What the task requires
Gather all lines with "position" from the records.

Stored data entries
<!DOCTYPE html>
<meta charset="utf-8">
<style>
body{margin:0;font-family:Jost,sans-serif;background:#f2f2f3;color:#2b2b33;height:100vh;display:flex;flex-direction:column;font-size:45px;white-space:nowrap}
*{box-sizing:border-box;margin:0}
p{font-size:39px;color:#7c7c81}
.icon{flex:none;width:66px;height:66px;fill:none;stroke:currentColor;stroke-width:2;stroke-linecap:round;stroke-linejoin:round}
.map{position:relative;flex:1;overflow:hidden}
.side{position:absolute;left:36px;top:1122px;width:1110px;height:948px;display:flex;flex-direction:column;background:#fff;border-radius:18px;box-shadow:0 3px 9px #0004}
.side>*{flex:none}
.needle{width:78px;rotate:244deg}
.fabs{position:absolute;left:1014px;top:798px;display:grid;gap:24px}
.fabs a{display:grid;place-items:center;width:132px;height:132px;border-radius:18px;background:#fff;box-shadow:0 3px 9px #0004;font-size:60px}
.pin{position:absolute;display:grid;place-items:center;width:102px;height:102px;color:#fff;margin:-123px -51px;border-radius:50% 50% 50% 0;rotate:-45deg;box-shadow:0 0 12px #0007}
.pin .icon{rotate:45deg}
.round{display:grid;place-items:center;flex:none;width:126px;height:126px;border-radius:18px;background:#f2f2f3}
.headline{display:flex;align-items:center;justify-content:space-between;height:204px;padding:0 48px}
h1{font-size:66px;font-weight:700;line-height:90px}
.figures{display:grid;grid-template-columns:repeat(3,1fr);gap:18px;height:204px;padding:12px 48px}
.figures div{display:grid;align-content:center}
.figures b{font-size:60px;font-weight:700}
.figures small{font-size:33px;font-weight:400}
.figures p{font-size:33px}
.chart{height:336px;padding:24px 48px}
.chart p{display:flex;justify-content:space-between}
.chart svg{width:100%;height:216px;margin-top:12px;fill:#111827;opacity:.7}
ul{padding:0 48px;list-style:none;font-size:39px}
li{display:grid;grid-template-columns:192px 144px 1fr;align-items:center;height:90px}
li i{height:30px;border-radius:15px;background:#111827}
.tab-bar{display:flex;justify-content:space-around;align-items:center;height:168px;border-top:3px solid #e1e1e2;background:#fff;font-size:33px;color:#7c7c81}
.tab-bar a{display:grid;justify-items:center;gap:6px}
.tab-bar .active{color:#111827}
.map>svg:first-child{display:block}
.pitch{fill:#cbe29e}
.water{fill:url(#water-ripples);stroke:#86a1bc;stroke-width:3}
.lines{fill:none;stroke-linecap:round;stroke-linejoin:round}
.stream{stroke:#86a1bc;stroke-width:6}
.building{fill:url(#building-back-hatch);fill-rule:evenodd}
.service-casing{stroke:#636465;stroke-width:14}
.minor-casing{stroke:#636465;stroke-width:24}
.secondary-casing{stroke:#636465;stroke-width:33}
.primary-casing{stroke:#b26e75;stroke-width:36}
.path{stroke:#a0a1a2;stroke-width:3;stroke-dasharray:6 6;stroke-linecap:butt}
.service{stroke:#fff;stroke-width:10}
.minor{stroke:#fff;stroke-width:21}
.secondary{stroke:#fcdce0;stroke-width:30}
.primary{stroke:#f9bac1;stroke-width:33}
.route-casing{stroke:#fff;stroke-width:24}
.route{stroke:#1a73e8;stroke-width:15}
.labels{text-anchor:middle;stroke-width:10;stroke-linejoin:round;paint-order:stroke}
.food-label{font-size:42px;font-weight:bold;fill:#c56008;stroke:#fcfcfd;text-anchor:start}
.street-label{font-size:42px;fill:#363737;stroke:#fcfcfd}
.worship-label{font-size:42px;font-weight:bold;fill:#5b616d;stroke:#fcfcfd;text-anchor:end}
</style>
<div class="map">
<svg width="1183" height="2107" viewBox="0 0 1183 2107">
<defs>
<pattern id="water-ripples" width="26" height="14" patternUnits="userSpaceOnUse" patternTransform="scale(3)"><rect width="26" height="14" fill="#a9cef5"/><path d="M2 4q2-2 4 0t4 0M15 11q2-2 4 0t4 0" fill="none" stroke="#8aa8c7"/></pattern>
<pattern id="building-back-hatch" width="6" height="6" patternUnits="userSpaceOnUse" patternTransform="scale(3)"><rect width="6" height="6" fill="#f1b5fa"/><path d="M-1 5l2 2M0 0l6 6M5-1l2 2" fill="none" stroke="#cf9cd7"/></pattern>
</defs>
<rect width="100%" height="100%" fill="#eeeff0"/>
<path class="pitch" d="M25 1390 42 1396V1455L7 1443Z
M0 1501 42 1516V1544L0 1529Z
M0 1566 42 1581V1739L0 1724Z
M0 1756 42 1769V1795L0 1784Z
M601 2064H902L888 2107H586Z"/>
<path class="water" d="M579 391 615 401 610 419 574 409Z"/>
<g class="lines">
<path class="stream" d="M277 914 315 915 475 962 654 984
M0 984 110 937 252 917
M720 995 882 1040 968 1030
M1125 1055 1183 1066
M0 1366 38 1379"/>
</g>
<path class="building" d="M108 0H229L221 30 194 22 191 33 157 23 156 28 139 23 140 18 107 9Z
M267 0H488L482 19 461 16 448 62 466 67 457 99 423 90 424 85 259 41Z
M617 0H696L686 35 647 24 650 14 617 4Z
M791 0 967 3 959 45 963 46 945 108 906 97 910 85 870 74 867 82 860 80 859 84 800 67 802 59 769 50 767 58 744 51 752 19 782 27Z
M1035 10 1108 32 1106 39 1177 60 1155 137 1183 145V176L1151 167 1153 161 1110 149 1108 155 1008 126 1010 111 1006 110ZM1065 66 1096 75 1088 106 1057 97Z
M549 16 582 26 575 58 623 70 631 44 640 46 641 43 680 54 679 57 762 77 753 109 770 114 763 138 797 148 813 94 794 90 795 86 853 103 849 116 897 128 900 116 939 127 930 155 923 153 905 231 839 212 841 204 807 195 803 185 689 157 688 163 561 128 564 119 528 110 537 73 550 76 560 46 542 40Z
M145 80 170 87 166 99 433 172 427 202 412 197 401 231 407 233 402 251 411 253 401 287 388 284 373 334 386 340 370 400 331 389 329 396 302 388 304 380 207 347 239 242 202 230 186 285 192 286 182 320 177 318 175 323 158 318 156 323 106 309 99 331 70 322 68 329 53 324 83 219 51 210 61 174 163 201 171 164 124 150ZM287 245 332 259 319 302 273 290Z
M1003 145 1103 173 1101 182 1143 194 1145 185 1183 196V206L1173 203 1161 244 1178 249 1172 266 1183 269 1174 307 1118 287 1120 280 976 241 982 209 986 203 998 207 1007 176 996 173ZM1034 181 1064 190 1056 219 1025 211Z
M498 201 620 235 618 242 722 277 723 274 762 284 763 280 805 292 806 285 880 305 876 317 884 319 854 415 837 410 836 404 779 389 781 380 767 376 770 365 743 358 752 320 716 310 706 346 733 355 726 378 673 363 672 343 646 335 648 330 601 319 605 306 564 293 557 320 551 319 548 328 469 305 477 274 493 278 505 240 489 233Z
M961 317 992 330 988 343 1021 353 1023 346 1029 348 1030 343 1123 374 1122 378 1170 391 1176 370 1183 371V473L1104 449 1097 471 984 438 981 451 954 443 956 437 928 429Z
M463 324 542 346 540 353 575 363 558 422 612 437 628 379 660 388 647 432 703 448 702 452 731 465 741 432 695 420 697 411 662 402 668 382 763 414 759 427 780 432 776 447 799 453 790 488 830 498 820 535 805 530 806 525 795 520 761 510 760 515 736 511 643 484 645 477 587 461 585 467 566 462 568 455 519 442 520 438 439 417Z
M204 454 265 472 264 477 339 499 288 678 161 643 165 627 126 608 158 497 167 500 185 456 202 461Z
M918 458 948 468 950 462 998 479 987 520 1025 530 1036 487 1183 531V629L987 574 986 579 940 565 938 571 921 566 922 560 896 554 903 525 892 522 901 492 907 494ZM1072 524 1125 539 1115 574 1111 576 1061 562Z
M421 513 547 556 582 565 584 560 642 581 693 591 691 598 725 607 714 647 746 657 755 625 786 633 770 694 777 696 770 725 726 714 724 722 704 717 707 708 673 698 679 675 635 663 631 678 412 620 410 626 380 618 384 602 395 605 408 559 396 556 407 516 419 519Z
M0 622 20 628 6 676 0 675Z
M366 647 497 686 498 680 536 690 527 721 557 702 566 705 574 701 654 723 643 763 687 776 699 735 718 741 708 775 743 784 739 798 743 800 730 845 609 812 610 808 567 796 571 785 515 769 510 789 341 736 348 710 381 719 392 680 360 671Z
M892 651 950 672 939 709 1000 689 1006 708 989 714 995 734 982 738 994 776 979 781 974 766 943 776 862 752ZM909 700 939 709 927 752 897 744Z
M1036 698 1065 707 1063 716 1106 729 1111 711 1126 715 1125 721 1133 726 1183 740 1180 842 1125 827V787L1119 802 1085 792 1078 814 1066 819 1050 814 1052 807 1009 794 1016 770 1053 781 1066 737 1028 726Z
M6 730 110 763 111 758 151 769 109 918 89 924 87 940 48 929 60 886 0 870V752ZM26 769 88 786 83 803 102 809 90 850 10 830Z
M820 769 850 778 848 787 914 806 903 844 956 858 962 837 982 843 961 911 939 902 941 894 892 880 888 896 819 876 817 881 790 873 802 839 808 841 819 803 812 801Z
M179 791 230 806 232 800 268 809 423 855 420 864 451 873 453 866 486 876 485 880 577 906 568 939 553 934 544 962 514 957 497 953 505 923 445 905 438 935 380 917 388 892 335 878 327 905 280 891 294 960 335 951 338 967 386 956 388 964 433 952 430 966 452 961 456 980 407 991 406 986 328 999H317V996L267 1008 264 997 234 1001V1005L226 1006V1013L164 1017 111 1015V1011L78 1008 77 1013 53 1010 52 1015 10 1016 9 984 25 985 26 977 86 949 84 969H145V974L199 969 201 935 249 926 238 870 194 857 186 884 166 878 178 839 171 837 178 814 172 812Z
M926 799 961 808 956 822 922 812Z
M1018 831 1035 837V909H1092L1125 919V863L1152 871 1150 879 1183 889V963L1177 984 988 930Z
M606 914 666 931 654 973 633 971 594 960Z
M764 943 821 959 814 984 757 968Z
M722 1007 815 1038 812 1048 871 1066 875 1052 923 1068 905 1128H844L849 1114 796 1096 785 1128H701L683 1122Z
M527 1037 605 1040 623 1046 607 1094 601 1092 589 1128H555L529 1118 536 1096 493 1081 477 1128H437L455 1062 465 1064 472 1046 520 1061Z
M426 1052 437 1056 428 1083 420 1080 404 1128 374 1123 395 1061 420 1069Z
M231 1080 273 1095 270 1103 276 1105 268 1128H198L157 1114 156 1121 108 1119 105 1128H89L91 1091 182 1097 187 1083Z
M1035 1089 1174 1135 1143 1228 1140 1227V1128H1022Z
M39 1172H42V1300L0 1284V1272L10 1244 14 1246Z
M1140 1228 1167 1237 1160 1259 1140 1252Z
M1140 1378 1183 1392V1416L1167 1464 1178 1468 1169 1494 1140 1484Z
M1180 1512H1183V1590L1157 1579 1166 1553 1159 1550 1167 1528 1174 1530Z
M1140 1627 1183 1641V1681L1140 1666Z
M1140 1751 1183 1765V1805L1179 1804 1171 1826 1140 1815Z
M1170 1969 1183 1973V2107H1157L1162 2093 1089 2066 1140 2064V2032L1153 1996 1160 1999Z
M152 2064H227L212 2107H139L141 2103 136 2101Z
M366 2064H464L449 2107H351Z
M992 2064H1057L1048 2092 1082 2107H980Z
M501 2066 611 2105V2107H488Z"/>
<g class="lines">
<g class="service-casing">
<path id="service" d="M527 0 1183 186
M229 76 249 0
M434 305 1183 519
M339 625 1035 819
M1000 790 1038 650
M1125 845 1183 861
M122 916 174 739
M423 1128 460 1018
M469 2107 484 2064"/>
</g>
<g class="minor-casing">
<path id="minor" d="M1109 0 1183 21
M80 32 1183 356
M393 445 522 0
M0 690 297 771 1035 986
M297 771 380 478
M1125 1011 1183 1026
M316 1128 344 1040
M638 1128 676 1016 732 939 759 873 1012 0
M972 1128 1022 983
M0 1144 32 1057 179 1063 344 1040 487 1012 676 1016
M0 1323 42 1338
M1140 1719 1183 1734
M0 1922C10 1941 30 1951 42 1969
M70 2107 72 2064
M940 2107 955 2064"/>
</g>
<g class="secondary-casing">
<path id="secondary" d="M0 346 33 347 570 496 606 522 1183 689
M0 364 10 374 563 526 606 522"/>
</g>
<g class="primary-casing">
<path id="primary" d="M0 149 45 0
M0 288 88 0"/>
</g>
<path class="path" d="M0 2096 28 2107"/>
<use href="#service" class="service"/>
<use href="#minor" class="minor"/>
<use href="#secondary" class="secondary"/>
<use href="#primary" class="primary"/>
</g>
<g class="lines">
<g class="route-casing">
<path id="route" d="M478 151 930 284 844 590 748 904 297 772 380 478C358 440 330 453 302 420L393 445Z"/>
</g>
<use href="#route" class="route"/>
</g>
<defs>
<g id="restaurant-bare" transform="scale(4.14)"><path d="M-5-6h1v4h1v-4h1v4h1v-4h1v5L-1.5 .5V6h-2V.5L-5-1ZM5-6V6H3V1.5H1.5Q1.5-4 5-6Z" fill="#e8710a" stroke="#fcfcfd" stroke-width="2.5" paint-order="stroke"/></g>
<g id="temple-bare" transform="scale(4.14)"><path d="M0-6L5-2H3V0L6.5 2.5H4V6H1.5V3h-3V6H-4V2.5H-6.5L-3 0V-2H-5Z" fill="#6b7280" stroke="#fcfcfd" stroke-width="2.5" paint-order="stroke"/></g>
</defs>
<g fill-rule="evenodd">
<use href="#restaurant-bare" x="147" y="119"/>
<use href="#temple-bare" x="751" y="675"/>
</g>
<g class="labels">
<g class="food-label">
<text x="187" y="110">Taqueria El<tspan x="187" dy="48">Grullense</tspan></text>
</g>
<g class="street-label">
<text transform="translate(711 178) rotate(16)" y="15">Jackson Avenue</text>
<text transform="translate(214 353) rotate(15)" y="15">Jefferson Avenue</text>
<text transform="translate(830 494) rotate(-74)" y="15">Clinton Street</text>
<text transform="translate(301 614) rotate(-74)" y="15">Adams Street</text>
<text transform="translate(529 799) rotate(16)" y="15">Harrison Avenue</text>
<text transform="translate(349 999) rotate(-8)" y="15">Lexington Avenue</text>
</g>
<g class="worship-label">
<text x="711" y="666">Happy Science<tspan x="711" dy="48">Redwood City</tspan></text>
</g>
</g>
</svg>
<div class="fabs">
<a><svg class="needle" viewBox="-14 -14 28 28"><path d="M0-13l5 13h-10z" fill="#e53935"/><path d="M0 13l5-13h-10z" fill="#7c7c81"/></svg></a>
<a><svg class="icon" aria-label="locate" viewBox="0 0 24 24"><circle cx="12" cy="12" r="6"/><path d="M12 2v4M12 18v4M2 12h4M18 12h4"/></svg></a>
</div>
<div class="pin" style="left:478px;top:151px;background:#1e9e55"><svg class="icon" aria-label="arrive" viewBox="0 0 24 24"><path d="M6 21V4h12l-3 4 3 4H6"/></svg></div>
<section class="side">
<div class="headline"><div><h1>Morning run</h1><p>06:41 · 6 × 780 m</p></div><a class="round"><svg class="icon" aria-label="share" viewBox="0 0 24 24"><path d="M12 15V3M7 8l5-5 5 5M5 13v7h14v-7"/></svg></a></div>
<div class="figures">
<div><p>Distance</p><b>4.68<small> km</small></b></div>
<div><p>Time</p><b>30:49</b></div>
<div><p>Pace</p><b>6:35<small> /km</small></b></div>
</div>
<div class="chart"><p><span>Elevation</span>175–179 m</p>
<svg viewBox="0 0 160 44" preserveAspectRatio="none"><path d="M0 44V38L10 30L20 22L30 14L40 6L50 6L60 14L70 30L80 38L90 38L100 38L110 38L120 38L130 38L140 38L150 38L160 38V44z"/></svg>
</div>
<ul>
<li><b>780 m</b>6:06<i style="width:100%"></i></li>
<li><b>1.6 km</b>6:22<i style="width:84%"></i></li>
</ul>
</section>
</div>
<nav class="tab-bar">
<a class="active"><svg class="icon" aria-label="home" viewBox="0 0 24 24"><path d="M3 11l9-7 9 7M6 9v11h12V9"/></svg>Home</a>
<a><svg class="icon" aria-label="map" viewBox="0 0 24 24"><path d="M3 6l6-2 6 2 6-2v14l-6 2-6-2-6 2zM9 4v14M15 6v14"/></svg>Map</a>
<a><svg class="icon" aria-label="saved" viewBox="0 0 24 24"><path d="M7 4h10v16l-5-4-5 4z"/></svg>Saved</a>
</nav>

Response to this task
.map{position:relative;flex:1;overflow:hidden}
.side{position:absolute;left:36px;top:1122px;width:1110px;height:948px;display:flex;flex-direction:column;background:#fff;border-radius:18px;box-shadow:0 3px 9px #0004}
.fabs{position:absolute;left:1014px;top:798px;display:grid;gap:24px}
.pin{position:absolute;display:grid;place-items:center;width:102px;height:102px;color:#fff;margin:-123px -51px;border-radius:50% 50% 50% 0;rotate:-45deg;box-shadow:0 0 12px #0007}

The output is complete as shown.